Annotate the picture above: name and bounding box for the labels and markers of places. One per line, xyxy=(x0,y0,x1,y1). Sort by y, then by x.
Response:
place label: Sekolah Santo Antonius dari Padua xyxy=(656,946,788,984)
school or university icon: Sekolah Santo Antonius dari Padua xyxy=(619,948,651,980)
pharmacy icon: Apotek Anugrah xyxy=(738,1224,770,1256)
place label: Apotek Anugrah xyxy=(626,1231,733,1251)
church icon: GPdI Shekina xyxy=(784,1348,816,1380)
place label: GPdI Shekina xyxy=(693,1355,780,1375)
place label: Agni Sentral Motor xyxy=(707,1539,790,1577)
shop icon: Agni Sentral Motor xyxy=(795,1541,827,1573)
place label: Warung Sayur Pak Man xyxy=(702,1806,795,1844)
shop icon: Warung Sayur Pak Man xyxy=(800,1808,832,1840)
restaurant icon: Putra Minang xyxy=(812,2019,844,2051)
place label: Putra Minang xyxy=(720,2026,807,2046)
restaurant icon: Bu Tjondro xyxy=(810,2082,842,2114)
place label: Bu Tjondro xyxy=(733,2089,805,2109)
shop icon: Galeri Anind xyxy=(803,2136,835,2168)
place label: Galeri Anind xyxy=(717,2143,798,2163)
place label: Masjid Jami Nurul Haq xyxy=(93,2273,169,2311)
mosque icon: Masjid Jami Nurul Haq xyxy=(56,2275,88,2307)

==================================================

Work to be completed:
Go through the data above and repeat all of it exactly.

Written response:
Annotate the picture above: name and bounding box for the labels and markers of places. One per line, xyxy=(x0,y0,x1,y1). Sort by y, then by x.
Response:
place label: Sekolah Santo Antonius dari Padua xyxy=(656,946,788,984)
school or university icon: Sekolah Santo Antonius dari Padua xyxy=(619,948,651,980)
pharmacy icon: Apotek Anugrah xyxy=(738,1224,770,1256)
place label: Apotek Anugrah xyxy=(626,1231,733,1251)
church icon: GPdI Shekina xyxy=(784,1348,816,1380)
place label: GPdI Shekina xyxy=(693,1355,780,1375)
place label: Agni Sentral Motor xyxy=(707,1539,790,1577)
shop icon: Agni Sentral Motor xyxy=(795,1541,827,1573)
place label: Warung Sayur Pak Man xyxy=(702,1806,795,1844)
shop icon: Warung Sayur Pak Man xyxy=(800,1808,832,1840)
restaurant icon: Putra Minang xyxy=(812,2019,844,2051)
place label: Putra Minang xyxy=(720,2026,807,2046)
restaurant icon: Bu Tjondro xyxy=(810,2082,842,2114)
place label: Bu Tjondro xyxy=(733,2089,805,2109)
shop icon: Galeri Anind xyxy=(803,2136,835,2168)
place label: Galeri Anind xyxy=(717,2143,798,2163)
place label: Masjid Jami Nurul Haq xyxy=(93,2273,169,2311)
mosque icon: Masjid Jami Nurul Haq xyxy=(56,2275,88,2307)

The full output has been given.